Les outils dont vous avez besoin (peu nombreux)
Vous n'avez pas besoin de logiciels exotiques. Un agenda numérique — Google Calendar, Outlook ou Apple Calendar — suffit pour créer et déplacer des blocs, codés par couleur selon la catégorie. Ceux qui préfèrent le papier peuvent utiliser un agenda à créneaux horaires.
À l'intérieur de chaque bloc de concentration, une technique par intervalles vous aide à soutenir votre attention et à découper le temps en sessions gérables.

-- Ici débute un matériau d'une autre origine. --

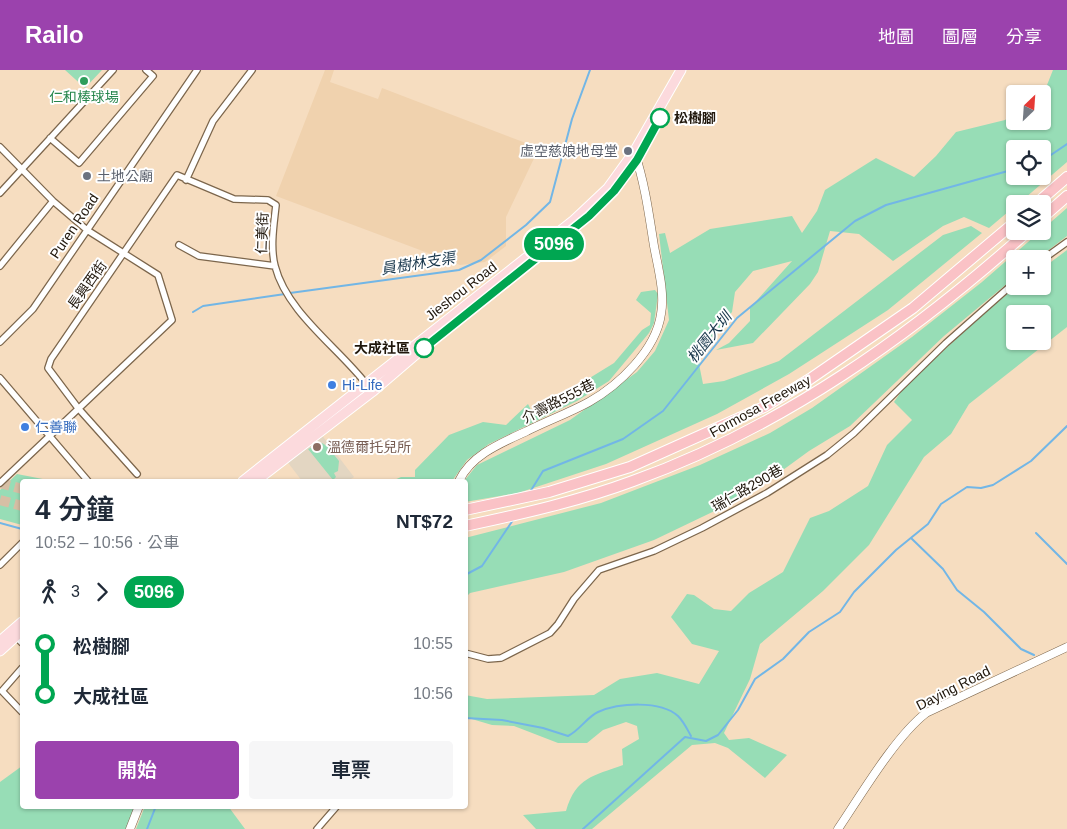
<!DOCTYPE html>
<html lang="zh-TW">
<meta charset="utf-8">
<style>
:root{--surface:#fff;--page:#f6f6f7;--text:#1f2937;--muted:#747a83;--accent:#9b42ad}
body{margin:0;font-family:Arial,"Noto Sans TC",sans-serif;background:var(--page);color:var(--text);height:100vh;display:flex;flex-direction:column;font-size:19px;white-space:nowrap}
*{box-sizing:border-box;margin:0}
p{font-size:16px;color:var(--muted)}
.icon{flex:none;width:28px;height:28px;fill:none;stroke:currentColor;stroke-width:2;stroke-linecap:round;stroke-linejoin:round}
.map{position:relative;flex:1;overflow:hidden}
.sheet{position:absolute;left:20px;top:409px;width:448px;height:330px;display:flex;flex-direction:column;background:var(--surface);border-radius:5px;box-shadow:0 1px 4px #0004}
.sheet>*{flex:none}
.badge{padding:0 10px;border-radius:16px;font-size:18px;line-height:32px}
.needle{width:32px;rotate:25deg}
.controls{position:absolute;left:1006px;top:15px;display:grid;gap:10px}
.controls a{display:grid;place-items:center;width:45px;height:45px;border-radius:5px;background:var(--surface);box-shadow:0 1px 4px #0004;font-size:25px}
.map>.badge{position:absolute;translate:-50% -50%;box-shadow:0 0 0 2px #fff}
.legs{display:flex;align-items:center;gap:8px;height:55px;padding:0 15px;font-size:16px}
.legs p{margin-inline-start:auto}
.headline{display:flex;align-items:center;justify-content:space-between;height:85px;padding:0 15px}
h1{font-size:28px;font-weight:600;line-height:38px}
.primary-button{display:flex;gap:10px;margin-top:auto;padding:10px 15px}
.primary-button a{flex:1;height:58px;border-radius:5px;background:var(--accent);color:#fff;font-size:20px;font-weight:600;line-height:58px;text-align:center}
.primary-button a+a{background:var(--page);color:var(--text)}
ul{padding:0 15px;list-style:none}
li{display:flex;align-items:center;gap:18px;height:50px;font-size:19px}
li i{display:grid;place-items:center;width:8px;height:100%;margin:0 6px;background:currentColor}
li i::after{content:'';width:12px;height:12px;margin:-6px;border:4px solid;border-radius:50%;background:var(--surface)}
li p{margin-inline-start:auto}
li:first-child i{background:linear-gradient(#0000 50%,currentColor 0)}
li:last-child i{background:linear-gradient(currentColor 50%,#0000 0)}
header{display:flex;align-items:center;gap:30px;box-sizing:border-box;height:70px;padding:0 25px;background:var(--accent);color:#fff}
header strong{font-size:24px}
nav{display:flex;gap:28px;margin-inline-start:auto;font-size:18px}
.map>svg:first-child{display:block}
</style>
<header>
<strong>Railo</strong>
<nav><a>地圖</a><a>圖層</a><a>分享</a></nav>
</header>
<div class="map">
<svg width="1067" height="759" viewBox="0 0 1067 759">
<rect width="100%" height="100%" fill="#f6ddc0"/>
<path fill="#f0d2ae" d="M 325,0 L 334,0 L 330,12 L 378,29 L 382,18 L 539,78 L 506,147 L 506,176 L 485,192 L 460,195 L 276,126 Z"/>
<path fill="#e3d6c2" d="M 321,364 L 354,407 L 348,411 L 302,411 L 286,390 Z"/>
<path fill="#97ddb6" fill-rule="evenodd" d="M 65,0 L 102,0 L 85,18 Z
M 1053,0 L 1067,0 L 1067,92 L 1018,134 L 1015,134 L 1015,136 L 989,158 L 964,147 L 943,156 L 893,191 L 859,164 L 830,161 L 818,202 L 810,214 L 753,273 L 716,280 L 729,273 L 750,251 L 750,238 L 792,191 L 753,201 L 735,222 L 732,242 L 704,278 L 699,294 L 703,314 L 724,311 L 779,291 L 943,165 L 971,156 L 982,163 L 888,240 L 789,304 L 717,344 L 606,394 L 518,423 L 465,432 L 464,411 L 477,395 L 570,350 L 637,302 L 655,281 L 669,250 L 659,164 L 665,163 L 670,183 L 710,159 L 792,146 L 802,163 L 817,141 L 825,120 L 876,88 L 914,107 L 936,86 L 956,62 L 1005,50 L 1015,43 L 1015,51 L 1042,51 L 1043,25 ZM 1015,79 L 1042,79 L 1042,106 L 1015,106 Z
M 1067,138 L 1067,166 L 1037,189 L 1015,189 L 1015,207 L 944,266 L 850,356 L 809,381 L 750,424 L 654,470 L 564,502 L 470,523 L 465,528 L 465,468 L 601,433 L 700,395 L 770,363 L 812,338 L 912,267 L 982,212 Z
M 1067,180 L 1067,257 L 969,334 L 951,364 L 924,387 L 869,475 L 823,521 L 760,574 L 750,609 L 724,663 L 729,670 L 749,668 L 787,685 L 765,708 L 728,678 L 715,673 L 692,675 L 592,759 L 536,759 L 523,745 L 566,741 C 576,707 593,706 623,695 L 622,679 L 639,669 L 637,656 L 626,652 L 603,660 L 587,673 L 558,673 L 514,656 L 492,655 L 465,647 L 465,625 L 487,629 L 594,625 L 620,609 L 657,603 L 699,614 L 719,581 L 692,574 L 671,547 L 687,524 L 694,525 L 714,539 L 731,541 L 749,523 L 783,502 L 810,448 L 829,441 L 868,416 L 887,375 L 912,350 L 894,332 L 905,316 L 992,236 L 1018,216 L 1042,216 L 1043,198 ZM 1015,244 L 1042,244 L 1042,271 L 1015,271 Z
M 655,220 L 658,224 L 654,253 L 649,263 L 609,311 L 577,331 L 489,374 L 467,390 L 452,411 L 392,411 L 401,407 L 415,407 L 415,400 L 449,365 L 483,352 L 506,355 L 528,334 L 532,342 L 541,338 L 614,293 L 642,260 L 650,255 L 651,243 L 636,230 L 641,222 Z
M 322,373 L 327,376 L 339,391 L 338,401 L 334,403 L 336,407 L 333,410 L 308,379 Z
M 17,404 L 53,411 L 22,411 L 22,455 L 0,449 L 0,420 Z
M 22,696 L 22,736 L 137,736 L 127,759 L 0,759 L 0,712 Z
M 145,736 L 228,736 L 245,759 L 136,759 Z"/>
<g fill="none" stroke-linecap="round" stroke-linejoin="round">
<path stroke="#72b6e6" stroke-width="2" d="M 1042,91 L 1067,74
M 290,223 L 459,200 L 481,190 L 526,155 L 550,132 L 572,49 L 590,0
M 193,242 L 203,236 L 285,224
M 530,422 L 543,401 L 623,369 L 663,341 L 737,248 L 855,151 L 886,135 L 1015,99
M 0,453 L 22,459
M 1036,463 L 1067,494
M 911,468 L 943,499 L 957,520 L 984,542 L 1021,579 L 1034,585
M 465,505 L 482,496 L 513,450
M 465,648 L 502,650 L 543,658 L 568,666 C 580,660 587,647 598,642 C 619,633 660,630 678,646 C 684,652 687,659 691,666
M 147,759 L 156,736
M 583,759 L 685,667 L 706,671 L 718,665 L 738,640 L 755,609 L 783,589 L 809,562 L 840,542 L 854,522 L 896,480 L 928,454 L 941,434 L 967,417 L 981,418 L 993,415 L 1031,391 L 1067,356"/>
<path stroke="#d6bfa5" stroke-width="10" stroke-dasharray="10 5" stroke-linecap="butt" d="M 0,413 L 22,419
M 0,430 L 22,436"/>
<g stroke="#7c664c" stroke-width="8">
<path id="street" d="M 50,68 L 79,93 L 153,6 L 146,0
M 0,77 L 53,131 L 87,160 L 158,205 L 172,250 L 0,413
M 186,110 L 213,51 L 252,0
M 0,123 L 113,0
M 179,175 L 199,186 L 275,196
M 1042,190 L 1067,172
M 0,196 L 53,131
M 0,272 L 33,239 L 197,0
M 0,308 L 88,411
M 137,404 L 78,338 L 48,298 L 51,289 L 177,105 L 234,129 L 268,130 L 276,135 C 274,154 270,177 275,196 C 287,243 339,278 367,315
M 0,495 L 22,473
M 16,567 L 22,573
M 465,583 L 488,589 L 501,588 L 550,563 L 558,554 L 574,529 L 599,500 L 654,481 L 702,458 L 767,423 L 827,385 L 854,363 L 946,273 L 1015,212
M 22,598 L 2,621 L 22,642
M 317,759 L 337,736"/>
</g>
<g stroke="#7c664c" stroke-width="9">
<path id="secondary" d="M 459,411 C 471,385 501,373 527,361 C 547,351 569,343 589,332 C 619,315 656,280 661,244 C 665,222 658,198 654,176 C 649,145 645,114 635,84
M 130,759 L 139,736
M 838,759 C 861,725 895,667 926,643 L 1067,577"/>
</g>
<g stroke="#fff" stroke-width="11">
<path id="primary" d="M 573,159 L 614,121 L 644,77
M 243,411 L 574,150 L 608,118 L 634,82 L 681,0
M 256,411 L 372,322 L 428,274 L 557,172
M 0,571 L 22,552
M 0,581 L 22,561"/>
</g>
<g stroke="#fff" stroke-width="12">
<path id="highway" d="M 1036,134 L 1067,107
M 1042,148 L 1067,126
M 465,440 L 549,422 L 630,397 L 764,337 L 810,309 L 913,238 L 1015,152
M 465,456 C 522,444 579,431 633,411 C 781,358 912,265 1028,161"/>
</g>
<use href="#street" stroke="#fff" stroke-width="5.5"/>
<use href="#secondary" stroke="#fff" stroke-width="8"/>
<use href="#primary" stroke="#fcdadd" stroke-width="9"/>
<use href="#highway" stroke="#fac2c6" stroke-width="10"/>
</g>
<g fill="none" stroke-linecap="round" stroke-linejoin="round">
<g stroke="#fff" stroke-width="11">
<path id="line-1" d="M 424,278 L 589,146 L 614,121 L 637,90 L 660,48"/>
</g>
<use href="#line-1" stroke="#00a651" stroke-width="8"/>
</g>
<circle fill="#2e9e5b" stroke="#fff" stroke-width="2" cx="84" cy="11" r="5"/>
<g fill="#fff" stroke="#00a651" stroke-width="2.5">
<circle cx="660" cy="48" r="9"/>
<circle cx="424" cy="278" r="9"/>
</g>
<g fill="#6b7280" stroke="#fff" stroke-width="2">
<circle cx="628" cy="81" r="5"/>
<circle cx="87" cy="106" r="5"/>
</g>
<g fill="#3f7fe0" stroke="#fff" stroke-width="2">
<circle cx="332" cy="315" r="5"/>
<circle cx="25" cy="357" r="5"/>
</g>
<circle fill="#8d6e63" stroke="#fff" stroke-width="2" cx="317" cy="377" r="5"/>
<g text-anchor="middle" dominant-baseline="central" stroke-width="4" stroke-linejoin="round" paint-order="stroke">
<g font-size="14" fill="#27864d" stroke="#fff">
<text x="84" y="27">仁和棒球場</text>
</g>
<g font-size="14" font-weight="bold" fill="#20170c" stroke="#fff" text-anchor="start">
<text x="674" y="48">松樹腳</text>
<text x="410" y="278" text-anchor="end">大成社區</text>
</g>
<g font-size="14" fill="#5b616d" stroke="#fff" text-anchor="end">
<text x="618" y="81">虛空慈娘地母堂</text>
<text x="97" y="106" text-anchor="start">土地公廟</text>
</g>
<g font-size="14" fill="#20170c" stroke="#fff">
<text transform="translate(74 156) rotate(-56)">Puren Road</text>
<text transform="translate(262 163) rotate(-88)">仁美街</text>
<text transform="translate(87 215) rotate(-55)">長興西街</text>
<text transform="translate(461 221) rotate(-38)">Jieshou Road</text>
<text transform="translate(558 331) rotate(-27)">介壽路555巷</text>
<text transform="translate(760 336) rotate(-29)">Formosa Freeway</text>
<text transform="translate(747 418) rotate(-30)">瑞仁路290巷</text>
<text transform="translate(953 618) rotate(-27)">Daying Road</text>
</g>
<g font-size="14" fill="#366cbe" stroke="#fff" text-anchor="start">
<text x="342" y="315">Hi-Life</text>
<text x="35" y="357">仁善聯</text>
</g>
<g font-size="14" fill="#785e54" stroke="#fff" text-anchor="start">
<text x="327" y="377">溫德爾托兒所</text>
</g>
<g font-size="15" font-style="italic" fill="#17354a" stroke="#fff">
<text transform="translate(418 193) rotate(-9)">員樹林支渠</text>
<text transform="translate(709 267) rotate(-51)">桃園大圳</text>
</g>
</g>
</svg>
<div class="controls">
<a><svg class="needle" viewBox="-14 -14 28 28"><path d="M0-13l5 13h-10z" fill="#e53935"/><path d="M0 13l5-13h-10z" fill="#747a83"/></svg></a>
<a><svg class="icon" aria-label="locate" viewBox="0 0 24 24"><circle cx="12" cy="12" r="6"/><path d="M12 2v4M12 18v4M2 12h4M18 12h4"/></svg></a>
<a><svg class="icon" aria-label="layers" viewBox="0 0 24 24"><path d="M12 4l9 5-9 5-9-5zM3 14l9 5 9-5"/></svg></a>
<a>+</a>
<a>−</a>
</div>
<b class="badge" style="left:554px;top:174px;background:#00a651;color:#fff">5096</b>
<section class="sheet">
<div class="headline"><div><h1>4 分鐘</h1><p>10:52 – 10:56 · 公車</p></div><b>NT$72</b></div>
<div class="legs"><svg class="icon" aria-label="walk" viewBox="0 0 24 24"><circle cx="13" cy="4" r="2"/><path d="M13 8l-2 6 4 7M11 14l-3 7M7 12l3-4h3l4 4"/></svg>3<svg class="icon" aria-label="forward" viewBox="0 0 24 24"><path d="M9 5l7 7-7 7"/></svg><b class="badge" style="background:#00a651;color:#fff">5096</b></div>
<ul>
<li><i style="color:#00a651"></i><b>松樹腳</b><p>10:55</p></li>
<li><i style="color:#00a651"></i><b>大成社區</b><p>10:56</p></li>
</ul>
<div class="primary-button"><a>開始</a><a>車票</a></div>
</section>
</div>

Un minuteur comme Pomodomate s'y inscrit naturellement : il structure ce bloc de quatre-vingt-dix minutes en pomodoros de travail et en micro-pauses, pour que le bloc ne soit pas qu'une bonne intention sur l'agenda, mais du temps réellement travaillé.
FAQ
Quelle doit être la durée d'un bloc de temps ?
Cela dépend de la tâche. Pour le travail en profondeur, des blocs de 60 à 90 minutes fonctionnent bien, car ils respectent les limites naturelles de l'attention soutenue. Pour l'administratif ou les réunions, 25 à 45 minutes suffisent en général. Évitez les blocs de plus de deux heures sans pause.
Que faire si une tâche déborde de son bloc ?
Ne vous punissez pas. Reportez ce qui reste dans votre prochaine marge libre ou replanifiez-le pour un autre jour. La capacité à réajuster sans culpabilité, voilà ce qui distingue ceux qui tiennent avec la méthode de ceux qui abandonnent dès la première semaine.
Le time blocking fonctionne-t-il si ma journée est dictée par les urgences des autres ?
Oui, avec un ajustement : réservez des blocs explicites de « temps réactif » pour gérer ce qui surgit, et protégez seulement quelques blocs de travail en profondeur. Même une seule heure protégée par jour fait une énorme différence par rapport à une journée entièrement réactive.
Est-ce compatible avec la technique Pomodoro ?
Tout à fait. Elles opèrent à des niveaux différents : le time blocking organise la journée au niveau macro (quel bloc, à quelle heure), et le Pomodoro structure le travail à l'intérieur de chaque bloc au niveau micro (sessions de 25 minutes avec pauses). Utiliser les deux ensemble est généralement plus efficace que l'une ou l'autre seule.